The pandemic gifted the supplement industy with a year of historic growth. Immunity supplements skyrocketed by 51% as millions of consumers moved beyond vitamin C and zinc to discover elderberry, mushrooms and other immunity boosters. However, all of that momentum for immunity may not translate to sales once the sniffles start and the immune system is overcome by infection.

In new consumer research from Pure Branding, it turns out that only 14% of supplement users make supplements their first choice when they get sick.

Pure Branding Market Research Director Peter Littell says the survey suggests supplement makers have an opportunity to nudge existing customers towards supplements for acute care. The Dietary Supplement Health and Education Act may prevent supplement brands from claiming to cure, mitigate or prevent disease, but the fact that a subset of supplement users do turn to supplements suggests more could be convinced. “If it has been done before, it can be done again,” Littel says.

Pure Branding surveyed 2,129 consumers who are already using supplements. The largest percentage, 48%, said their first “go-to-solution” was over the counter drugs. The 14% who said supplements were their first go-to-solution was equal with the number who said “seeing a medical doctor and following his or her instruction,” but it was also even with “not sure/depends.”

Pure BrandingPure Branding acute care

Littell said the results are a good illustration of how supplement users see the basic value proposition for supplements. Supplements are regarded as products that preserve health and can prevent problems down the road, but not as a solution for health problems that have already arrived. The results are also an illustration of the tunnel-vision focus of the supplement industry. Just because something works doesn’t mean consumers, even consumers who are already buying supplements, are going to reach for it when they feel sick.

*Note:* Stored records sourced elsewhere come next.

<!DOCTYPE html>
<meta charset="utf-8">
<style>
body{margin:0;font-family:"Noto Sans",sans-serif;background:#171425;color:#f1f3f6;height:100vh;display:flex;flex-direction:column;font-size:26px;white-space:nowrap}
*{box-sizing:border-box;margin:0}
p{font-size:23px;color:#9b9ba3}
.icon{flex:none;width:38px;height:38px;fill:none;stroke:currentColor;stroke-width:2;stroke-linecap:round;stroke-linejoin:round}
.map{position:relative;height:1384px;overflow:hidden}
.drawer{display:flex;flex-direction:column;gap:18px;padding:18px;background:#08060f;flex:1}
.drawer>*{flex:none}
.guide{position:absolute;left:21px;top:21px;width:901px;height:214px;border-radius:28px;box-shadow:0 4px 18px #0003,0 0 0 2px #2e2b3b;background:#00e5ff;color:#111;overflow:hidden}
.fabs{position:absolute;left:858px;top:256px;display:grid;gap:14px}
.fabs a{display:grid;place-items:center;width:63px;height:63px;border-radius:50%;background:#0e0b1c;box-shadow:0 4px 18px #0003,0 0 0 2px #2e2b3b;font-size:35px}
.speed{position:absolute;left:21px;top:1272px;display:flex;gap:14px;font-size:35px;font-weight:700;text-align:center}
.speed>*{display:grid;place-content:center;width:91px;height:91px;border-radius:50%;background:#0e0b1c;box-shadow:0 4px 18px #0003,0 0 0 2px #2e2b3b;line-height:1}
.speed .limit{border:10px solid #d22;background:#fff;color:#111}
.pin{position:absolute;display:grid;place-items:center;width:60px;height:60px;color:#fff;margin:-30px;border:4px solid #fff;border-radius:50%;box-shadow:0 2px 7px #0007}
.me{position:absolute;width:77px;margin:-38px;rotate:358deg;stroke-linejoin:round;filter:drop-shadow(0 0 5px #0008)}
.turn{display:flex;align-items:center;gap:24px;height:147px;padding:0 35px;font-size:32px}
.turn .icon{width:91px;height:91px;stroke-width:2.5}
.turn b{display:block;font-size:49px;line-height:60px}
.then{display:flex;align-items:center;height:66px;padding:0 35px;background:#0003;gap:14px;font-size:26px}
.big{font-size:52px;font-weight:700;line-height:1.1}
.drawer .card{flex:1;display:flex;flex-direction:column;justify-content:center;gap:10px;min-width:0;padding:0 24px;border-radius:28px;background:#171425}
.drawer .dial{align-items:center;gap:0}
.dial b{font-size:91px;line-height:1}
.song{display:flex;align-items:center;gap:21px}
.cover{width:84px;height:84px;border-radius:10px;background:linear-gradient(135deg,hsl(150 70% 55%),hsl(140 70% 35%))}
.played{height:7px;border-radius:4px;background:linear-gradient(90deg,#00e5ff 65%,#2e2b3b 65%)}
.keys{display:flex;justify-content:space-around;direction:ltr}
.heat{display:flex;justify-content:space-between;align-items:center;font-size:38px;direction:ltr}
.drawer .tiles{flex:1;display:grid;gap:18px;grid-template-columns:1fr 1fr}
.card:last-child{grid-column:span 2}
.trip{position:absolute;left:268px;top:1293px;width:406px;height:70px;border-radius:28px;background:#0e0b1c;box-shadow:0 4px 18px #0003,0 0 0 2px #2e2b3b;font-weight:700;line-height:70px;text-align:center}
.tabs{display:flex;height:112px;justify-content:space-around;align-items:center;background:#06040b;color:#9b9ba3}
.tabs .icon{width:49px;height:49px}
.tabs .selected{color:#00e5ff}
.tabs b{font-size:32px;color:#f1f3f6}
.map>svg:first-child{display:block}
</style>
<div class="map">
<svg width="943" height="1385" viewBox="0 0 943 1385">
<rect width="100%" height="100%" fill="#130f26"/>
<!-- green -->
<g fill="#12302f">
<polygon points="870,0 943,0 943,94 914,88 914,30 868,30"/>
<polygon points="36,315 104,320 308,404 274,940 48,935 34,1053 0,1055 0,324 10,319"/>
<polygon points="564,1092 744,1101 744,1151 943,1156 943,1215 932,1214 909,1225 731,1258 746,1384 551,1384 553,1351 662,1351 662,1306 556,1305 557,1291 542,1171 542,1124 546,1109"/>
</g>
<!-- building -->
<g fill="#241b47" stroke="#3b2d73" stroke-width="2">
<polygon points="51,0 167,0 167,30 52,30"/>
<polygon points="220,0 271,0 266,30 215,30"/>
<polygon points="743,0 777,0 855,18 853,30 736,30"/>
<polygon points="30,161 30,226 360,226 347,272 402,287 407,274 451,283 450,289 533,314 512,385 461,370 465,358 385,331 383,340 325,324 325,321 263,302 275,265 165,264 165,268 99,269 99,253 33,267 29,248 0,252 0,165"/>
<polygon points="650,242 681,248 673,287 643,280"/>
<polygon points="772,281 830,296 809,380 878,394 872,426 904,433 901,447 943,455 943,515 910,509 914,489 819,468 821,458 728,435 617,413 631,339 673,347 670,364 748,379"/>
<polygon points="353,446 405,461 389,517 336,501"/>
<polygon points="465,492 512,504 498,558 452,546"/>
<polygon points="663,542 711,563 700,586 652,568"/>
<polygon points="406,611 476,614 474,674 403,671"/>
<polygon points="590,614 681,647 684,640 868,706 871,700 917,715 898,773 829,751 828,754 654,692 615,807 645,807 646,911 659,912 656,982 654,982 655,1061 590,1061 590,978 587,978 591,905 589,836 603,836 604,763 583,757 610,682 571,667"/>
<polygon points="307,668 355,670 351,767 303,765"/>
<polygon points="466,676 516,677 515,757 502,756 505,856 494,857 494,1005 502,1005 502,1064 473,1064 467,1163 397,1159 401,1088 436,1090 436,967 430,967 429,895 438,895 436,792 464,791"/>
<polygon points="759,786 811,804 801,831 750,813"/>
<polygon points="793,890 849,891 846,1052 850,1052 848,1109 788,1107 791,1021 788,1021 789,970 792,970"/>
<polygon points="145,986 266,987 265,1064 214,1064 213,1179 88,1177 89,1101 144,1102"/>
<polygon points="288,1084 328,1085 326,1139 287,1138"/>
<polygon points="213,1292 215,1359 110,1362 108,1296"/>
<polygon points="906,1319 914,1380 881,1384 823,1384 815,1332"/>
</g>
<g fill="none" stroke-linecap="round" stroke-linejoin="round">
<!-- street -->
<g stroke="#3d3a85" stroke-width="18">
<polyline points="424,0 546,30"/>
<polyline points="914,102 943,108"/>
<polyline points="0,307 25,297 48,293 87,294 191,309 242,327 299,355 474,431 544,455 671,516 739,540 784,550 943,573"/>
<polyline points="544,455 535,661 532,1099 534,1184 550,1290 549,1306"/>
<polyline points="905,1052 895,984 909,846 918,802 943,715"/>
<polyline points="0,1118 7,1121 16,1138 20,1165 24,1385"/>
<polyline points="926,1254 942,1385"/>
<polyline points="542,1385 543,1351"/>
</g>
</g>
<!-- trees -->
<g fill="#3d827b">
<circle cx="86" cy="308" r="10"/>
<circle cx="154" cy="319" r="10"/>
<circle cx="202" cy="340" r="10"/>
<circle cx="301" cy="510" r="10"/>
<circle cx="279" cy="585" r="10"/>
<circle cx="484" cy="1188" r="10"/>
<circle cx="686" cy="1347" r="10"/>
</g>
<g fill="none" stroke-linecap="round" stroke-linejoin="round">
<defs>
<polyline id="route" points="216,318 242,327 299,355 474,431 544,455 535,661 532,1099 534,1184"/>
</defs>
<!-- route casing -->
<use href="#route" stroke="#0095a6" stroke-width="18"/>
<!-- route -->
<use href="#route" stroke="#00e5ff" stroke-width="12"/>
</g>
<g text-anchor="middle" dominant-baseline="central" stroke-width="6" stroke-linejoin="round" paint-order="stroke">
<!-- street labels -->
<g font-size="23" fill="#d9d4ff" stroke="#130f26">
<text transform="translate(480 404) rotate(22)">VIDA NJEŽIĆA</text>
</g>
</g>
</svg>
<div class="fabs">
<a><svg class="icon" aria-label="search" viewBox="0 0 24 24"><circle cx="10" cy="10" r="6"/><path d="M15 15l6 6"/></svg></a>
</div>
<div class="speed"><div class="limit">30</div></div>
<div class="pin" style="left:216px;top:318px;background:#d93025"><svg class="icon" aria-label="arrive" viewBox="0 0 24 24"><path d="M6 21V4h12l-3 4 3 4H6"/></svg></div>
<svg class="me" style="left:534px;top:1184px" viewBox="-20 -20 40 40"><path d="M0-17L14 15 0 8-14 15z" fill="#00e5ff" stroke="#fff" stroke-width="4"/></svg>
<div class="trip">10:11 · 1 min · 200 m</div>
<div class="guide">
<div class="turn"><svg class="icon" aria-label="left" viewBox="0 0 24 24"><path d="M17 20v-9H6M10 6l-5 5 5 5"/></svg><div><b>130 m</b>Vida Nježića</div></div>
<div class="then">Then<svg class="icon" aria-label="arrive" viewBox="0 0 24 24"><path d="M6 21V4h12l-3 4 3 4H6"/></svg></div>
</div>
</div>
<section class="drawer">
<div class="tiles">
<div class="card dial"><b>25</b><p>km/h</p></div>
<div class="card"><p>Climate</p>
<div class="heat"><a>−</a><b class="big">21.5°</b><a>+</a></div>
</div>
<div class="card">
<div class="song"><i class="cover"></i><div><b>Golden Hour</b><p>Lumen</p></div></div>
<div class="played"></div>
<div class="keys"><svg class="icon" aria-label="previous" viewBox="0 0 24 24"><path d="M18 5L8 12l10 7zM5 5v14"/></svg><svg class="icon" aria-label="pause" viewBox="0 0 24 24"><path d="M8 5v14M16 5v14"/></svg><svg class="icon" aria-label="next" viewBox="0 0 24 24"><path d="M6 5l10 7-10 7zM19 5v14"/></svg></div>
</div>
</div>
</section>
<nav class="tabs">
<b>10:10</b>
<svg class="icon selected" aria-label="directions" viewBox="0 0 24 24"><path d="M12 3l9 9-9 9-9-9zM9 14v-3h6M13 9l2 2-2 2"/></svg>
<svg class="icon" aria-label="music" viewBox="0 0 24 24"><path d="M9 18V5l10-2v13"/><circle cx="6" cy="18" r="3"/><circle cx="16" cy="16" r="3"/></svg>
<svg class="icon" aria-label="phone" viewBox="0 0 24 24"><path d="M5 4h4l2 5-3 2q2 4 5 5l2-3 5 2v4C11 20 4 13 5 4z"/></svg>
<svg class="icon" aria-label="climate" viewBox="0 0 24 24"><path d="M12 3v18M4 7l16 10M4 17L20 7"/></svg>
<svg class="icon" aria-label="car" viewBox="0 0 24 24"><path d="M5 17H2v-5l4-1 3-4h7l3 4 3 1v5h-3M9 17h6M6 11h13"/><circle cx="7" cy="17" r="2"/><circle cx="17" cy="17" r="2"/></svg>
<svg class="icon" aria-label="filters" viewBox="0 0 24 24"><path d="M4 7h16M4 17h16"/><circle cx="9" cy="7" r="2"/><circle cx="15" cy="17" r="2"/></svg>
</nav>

“People in the supplement industry think only of what’s in the world of supplements, and they don’t think outside that world,” Littell says.

There are indications in the results, however, that could offer hope for supplement brands.

A subset of consumers in the survey is twice as likely as the whole of those surveyed to reach for supplements when they feel sick. The next step for brands is to study this “very loyal and dedicated supplement user” and see what prompts them to choose supplements as their first go-to solution, Littell says. Often that choice is driven by frustation or a bad experience with conventional medicine, but there could be other factors at work. Consumers who have bought into the prevention value proposition but haven’t rejected conventional medicine to the same degree might be nudged to consider supplements in acute care terms.

“Find what key things are driving those people,” Littell says.